Malayalam: ml-puthiya, ml-pazhaya

Michael Everson everson at evertype.com
Fri Sep 9 12:51:31 CEST 2016


If these are going to be given subtags, a robust reference source for each orthography would be preferable. 


> On 26 Aug 2016, at 10:11, Santhosh Thottingal <santhosh.thottingal at gmail.com> wrote:
> 
> 
> 
> On Thu, Aug 25, 2016 at 7:11 PM Sascha Brawer <sascha at brawer.ch> wrote:
> According to my contact, this reform was a continuum; the Kerala government order of 1971 did not immediately affect the common practice. Instead, the transition from traditional to reformed has happened over the period of 20-30 years.
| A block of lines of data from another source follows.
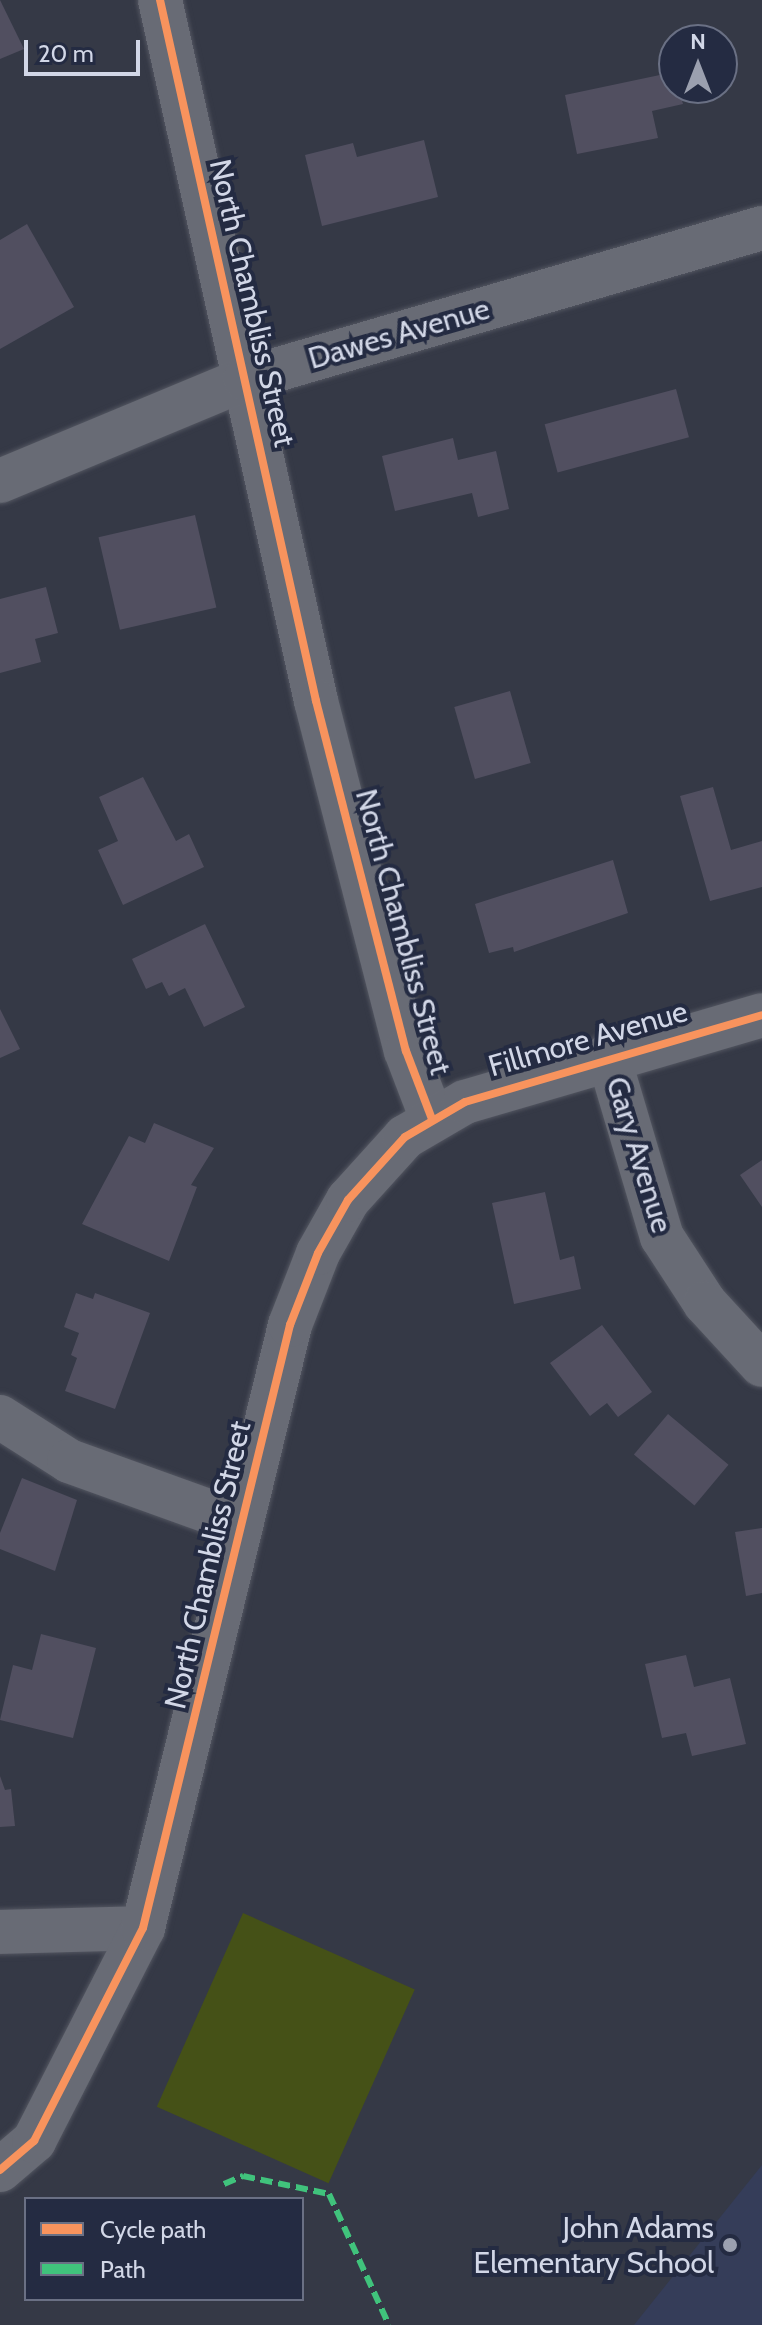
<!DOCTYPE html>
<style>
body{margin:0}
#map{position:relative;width:762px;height:2325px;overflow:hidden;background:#353946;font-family:Cabin,sans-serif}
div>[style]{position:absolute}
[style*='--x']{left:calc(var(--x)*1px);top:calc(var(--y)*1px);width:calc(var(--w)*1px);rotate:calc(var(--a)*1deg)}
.built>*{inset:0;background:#353d59}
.green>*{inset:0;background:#455117;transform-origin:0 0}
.building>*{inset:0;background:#514f60;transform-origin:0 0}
.roads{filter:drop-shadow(0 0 2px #525560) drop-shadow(0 0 2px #525560)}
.minor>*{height:44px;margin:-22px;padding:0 22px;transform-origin:22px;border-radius:22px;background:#686b75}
.quiet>*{height:6px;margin-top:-3px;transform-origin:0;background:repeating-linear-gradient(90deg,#40c37c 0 12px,transparent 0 18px)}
.cycleway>*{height:8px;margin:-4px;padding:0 4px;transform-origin:4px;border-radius:4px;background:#f8935d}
.dots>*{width:22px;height:22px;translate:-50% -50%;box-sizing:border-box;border:4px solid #242b42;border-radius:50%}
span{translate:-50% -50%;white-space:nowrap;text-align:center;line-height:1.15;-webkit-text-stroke:8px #242b42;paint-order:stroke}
.street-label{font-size:30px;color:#d2d7e7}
.poi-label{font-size:30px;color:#d2d7e7}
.right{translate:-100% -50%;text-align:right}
.legend{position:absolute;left:24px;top:2197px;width:280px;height:104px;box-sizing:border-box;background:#242b42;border:2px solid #6a7084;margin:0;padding:10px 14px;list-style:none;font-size:24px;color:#d2d7e7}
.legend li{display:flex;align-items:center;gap:16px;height:40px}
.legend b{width:40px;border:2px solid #6a7084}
.north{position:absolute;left:658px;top:24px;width:80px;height:80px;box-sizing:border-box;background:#242b42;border:2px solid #6a7084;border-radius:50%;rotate:0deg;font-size:22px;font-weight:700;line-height:32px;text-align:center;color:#d2d7e7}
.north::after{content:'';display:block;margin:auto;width:28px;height:36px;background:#9ba0af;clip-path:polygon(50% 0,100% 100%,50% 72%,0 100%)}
.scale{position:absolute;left:24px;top:40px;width:116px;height:36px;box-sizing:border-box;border:4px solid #d2d7e7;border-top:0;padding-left:10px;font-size:24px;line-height:28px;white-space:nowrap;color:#d2d7e7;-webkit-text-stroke:6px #242b42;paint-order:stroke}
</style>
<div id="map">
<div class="built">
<div style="clip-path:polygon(762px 2165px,762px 2325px,634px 2325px)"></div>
</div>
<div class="green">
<div style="left:243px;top:1913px;width:188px;height:212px;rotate:24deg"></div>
</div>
<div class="building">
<div style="clip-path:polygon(0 0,24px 49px,0 59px)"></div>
<div style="clip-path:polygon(674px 72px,683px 104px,652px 111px,658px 138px,577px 154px,565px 95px)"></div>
<div style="clip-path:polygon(424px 140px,438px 197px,322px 226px,305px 155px,353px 143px,357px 157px)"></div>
<div style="clip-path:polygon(27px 224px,74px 307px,0 349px,0 240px)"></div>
<div style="left:676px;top:389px;width:50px;height:136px;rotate:75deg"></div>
<div style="clip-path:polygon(453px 438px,458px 460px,496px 451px,509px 509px,478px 517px,472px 493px,395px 511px,382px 456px)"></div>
<div style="left:195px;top:515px;width:95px;height:99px;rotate:77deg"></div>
<div style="clip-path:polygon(46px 587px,58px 633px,35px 639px,41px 662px,0 673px,0 599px)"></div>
<div style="left:510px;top:691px;width:75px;height:58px;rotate:74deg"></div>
<div style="clip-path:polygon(143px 777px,176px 841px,189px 834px,204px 867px,123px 905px,98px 850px,118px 841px,99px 797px)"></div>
<div style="clip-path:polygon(713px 787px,731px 850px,762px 841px,762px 887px,710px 901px,680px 796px)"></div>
<div style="clip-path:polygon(613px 860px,628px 913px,514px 952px,513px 947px,489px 953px,475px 904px)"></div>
<div style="clip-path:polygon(205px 924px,245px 1007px,204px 1027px,185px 988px,169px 996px,162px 982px,146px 989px,132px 959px)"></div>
<div style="clip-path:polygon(0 1009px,20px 1049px,0 1058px)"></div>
<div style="clip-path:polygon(154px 1123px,214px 1148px,191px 1185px,197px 1187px,169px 1261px,82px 1224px,129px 1136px,145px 1143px)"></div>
<div style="clip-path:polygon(762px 1160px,762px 1207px,740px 1175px)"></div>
<div style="clip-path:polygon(545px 1192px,560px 1260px,574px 1256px,581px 1289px,514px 1304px,492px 1203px)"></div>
<div style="clip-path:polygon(76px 1293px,93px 1299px,95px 1293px,150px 1313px,115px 1409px,65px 1391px,77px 1358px,71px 1355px,79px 1333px,64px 1327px)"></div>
<div style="clip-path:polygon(602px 1325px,652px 1392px,618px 1417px,607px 1403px,590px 1416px,550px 1363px)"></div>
<div style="left:668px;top:1414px;width:79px;height:53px;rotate:40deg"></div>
<div style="clip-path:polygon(22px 1478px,77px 1500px,55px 1571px,0 1549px,0 1533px)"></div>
<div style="clip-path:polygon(762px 1528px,762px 1593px,746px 1596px,735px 1532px)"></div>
<div style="clip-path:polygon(41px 1634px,96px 1648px,73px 1738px,0 1720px,13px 1665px,32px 1670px)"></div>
<div style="clip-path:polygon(686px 1655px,694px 1687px,730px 1678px,746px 1744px,692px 1756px,686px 1733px,662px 1738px,645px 1664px)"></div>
<div style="clip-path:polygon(0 1776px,5px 1790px,11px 1789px,15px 1826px,0 1827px)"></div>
</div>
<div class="roads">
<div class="minor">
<div style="--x:160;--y:0;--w:718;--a:77.45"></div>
<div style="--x:316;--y:701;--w:361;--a:75.6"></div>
<div style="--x:406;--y:1051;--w:73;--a:69.1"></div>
<div style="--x:0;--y:481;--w:265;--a:-22.6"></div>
<div style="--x:245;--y:379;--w:539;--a:-16.28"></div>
<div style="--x:608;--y:1055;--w:190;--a:73.5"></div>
<div style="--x:662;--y:1237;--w:79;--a:56.9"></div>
<div style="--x:705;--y:1303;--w:84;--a:47.4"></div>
<div style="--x:0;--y:1417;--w:82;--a:32.5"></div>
<div style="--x:69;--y:1461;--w:183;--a:19.8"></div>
<div style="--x:0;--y:1932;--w:143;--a:-1.6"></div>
<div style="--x:0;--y:2170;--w:45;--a:-40.5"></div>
<div style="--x:34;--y:2141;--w:239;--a:-62.9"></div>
<div style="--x:143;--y:1928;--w:621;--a:-76.3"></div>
<div style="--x:290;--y:1325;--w:77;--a:-68.7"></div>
<div style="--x:318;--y:1253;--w:61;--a:-60.5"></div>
<div style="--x:348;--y:1200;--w:85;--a:-47.9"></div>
<div style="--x:405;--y:1137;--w:69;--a:-30.3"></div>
<div style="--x:465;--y:1102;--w:309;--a:-16.3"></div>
</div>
</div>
<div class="quiet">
<div style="--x:224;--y:2184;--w:21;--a:-23"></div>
<div style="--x:243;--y:2176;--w:88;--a:11.8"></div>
<div style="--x:329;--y:2194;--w:144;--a:65.4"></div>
</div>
<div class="cycleway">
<div style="--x:160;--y:0;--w:718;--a:77.45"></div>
<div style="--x:316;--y:701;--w:361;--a:75.6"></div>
<div style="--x:406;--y:1051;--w:73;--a:69.1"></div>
<div style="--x:0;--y:2170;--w:45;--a:-40.5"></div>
<div style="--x:34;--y:2141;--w:239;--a:-62.9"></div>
<div style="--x:143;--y:1928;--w:621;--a:-76.3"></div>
<div style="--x:290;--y:1325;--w:77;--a:-68.7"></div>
<div style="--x:318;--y:1253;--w:61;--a:-60.5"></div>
<div style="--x:348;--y:1200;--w:85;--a:-47.9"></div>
<div style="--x:405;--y:1137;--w:69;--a:-30.3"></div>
<div style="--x:465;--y:1102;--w:309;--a:-16.3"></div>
</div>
<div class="dots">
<div style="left:730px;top:2245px;background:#9ba0af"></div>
</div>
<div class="street-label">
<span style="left:252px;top:303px;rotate:77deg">North Chambliss Street</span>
<span style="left:399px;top:334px;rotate:-16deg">Dawes Avenue</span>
<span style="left:403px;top:932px;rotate:75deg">North Chambliss Street</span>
<span style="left:588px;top:1039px;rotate:-16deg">Fillmore Avenue</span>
<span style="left:639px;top:1155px;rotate:73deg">Gary Avenue</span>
<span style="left:208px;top:1565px;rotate:-77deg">North Chambliss Street</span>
</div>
<div class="poi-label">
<span class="right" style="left:714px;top:2245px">John Adams<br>Elementary School</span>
</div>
<ul class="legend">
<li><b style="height:10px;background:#f8935d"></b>Cycle path</li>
<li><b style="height:10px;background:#40c37c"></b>Path</li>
</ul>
<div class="north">N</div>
<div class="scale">20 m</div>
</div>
There is a lot of variation in the specifics for any year one could pick in the last century.
> 
> Again according to my contact, there is a common overall understanding among Malayalam speakers that the orthography of the language has moved from ‘traditional’ to ‘reformed.’ However, my contact did not know of an authoritative reference that would describe this transition in more detail.
> 
> 
> This is true, there is no defnition or  authoritative reference about this differences. And that is my concern. Given a set of printed samples from say, todays news paper in Malayalam,  one cannot say this is 'new'(puthiya) or this is 'old'(pazhaya) [1]. The contemporary Malayalam usage is a mixed one. It borrows some reformation from 1971 order and some from the practices that existed before. 
> 
> The reason for mixed mode is because the main intention behind the 1971 reformation was to get Malayalam 'usable' with then type writers and composing machines[2]. As technology progressed and when these limitations vanished, nothing stopped people from using the types similar to what they will write using pen on paper. The modern opentype technology completely removed this limitation and many modern and famous typefaces of Malayalam uses this 'old'/ml-pazhaya style[3].
> 
> So defining two variants ml-puthiya, ml-pazhaya without a clear way to distinguish one from another and having a wide range of ununamed variants exist, is concerning.  
> 
> - Santhosh Thottingal
> 
> [1]. Here is  printed copies of two news papers from today:  Mathrubhumi, Malayala manorama, The first one follows mainly one concept from reformation split u sign(ു) while the second follows another subset of ideas from reformation.
> [2] http://www.unicode.org/L2/L2008/08039-kerala-order.pdf  First paragraph
> [3] For example, fonts like Meera, Rachana, AnjaliOldLipi, Dyuthi, Manjari, Chilanka, Karumpi, Keraleeyam, Uroob all follows the style that existed before 1971 reformation.